## INSTRUCTIONS FOR THE TASK
Word for word, repeat the data; no picture should appear in the result.

## ENTRIES SHOWN
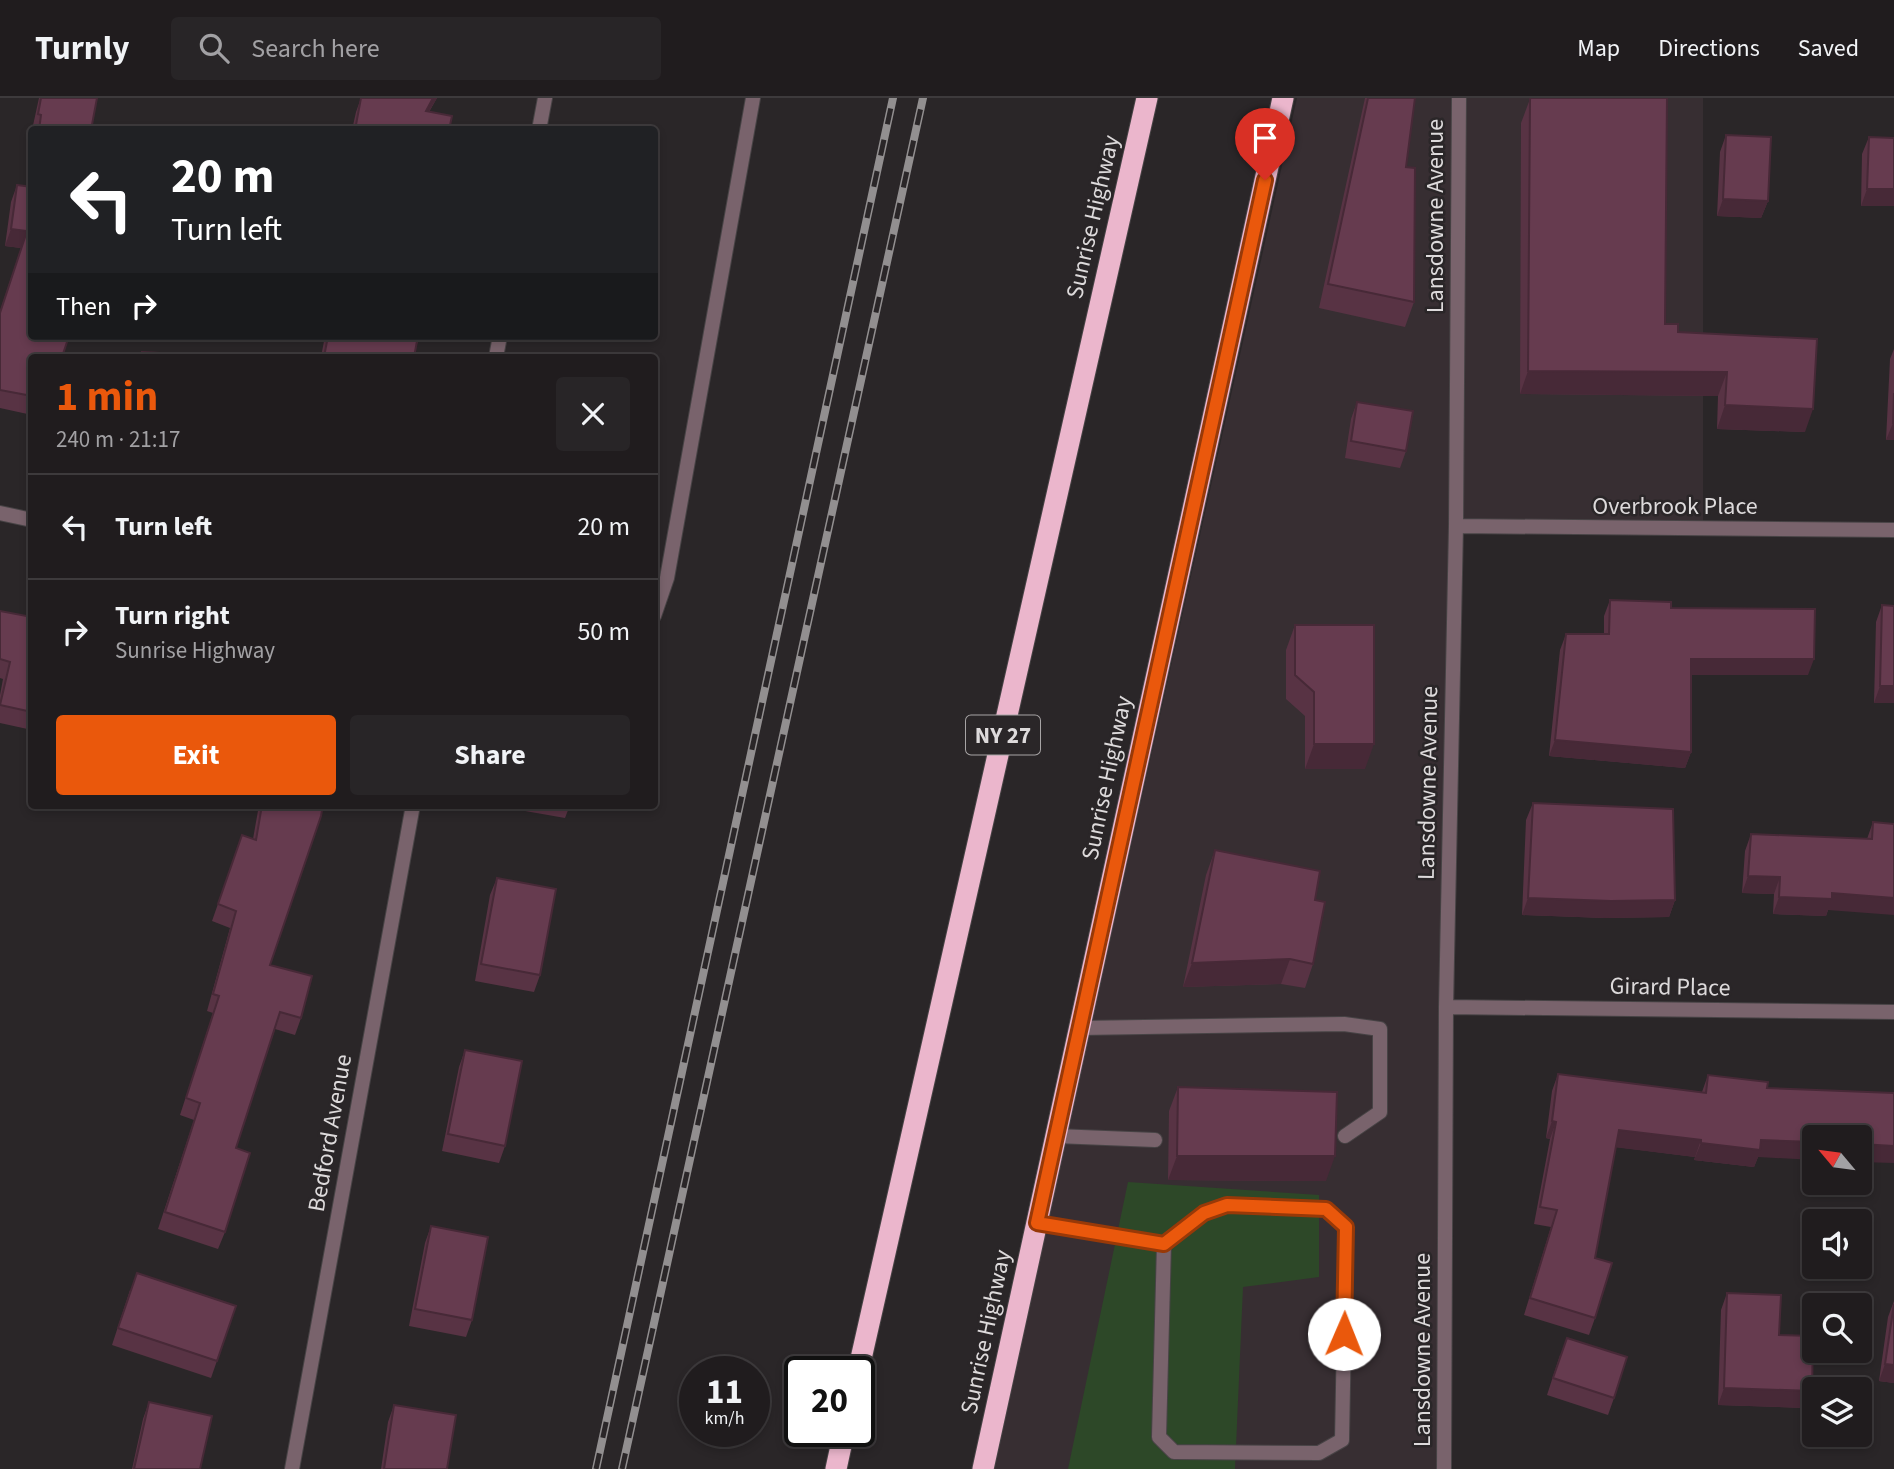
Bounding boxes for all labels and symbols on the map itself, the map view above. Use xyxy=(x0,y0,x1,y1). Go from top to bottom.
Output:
pin xyxy=(1235,108,1295,180)
street label: Lansdowne Avenue xyxy=(1418,119,1453,313)
street label: Sunrise Highway xyxy=(1057,132,1129,302)
street label: Overbrook Place xyxy=(1592,489,1758,524)
street label: Lansdowne Avenue xyxy=(1409,686,1447,880)
street label: Sunrise Highway xyxy=(1073,693,1141,863)
road number: NY 27 xyxy=(966,716,1040,754)
street label: Girard Place xyxy=(1609,968,1731,1006)
street label: Bedford Avenue xyxy=(299,1052,361,1214)
north arrow xyxy=(1802,1125,1872,1195)
street label: Sunrise Highway xyxy=(952,1247,1020,1417)
street label: Lansdowne Avenue xyxy=(1405,1253,1440,1447)
position arrow xyxy=(1307,1297,1381,1371)
speed limit sign: 20 xyxy=(784,1356,875,1447)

## OUTPUT OF THE EXERCISE
Bounding boxes for all labels and symbols on the map itself, the map view above. Use xyxy=(x0,y0,x1,y1). Go from top to bottom.
Output:
pin xyxy=(1235,108,1295,180)
street label: Lansdowne Avenue xyxy=(1418,119,1453,313)
street label: Sunrise Highway xyxy=(1057,132,1129,302)
street label: Overbrook Place xyxy=(1592,489,1758,524)
street label: Lansdowne Avenue xyxy=(1409,686,1447,880)
street label: Sunrise Highway xyxy=(1073,693,1141,863)
road number: NY 27 xyxy=(966,716,1040,754)
street label: Girard Place xyxy=(1609,968,1731,1006)
street label: Bedford Avenue xyxy=(299,1052,361,1214)
north arrow xyxy=(1802,1125,1872,1195)
street label: Sunrise Highway xyxy=(952,1247,1020,1417)
street label: Lansdowne Avenue xyxy=(1405,1253,1440,1447)
position arrow xyxy=(1307,1297,1381,1371)
speed limit sign: 20 xyxy=(784,1356,875,1447)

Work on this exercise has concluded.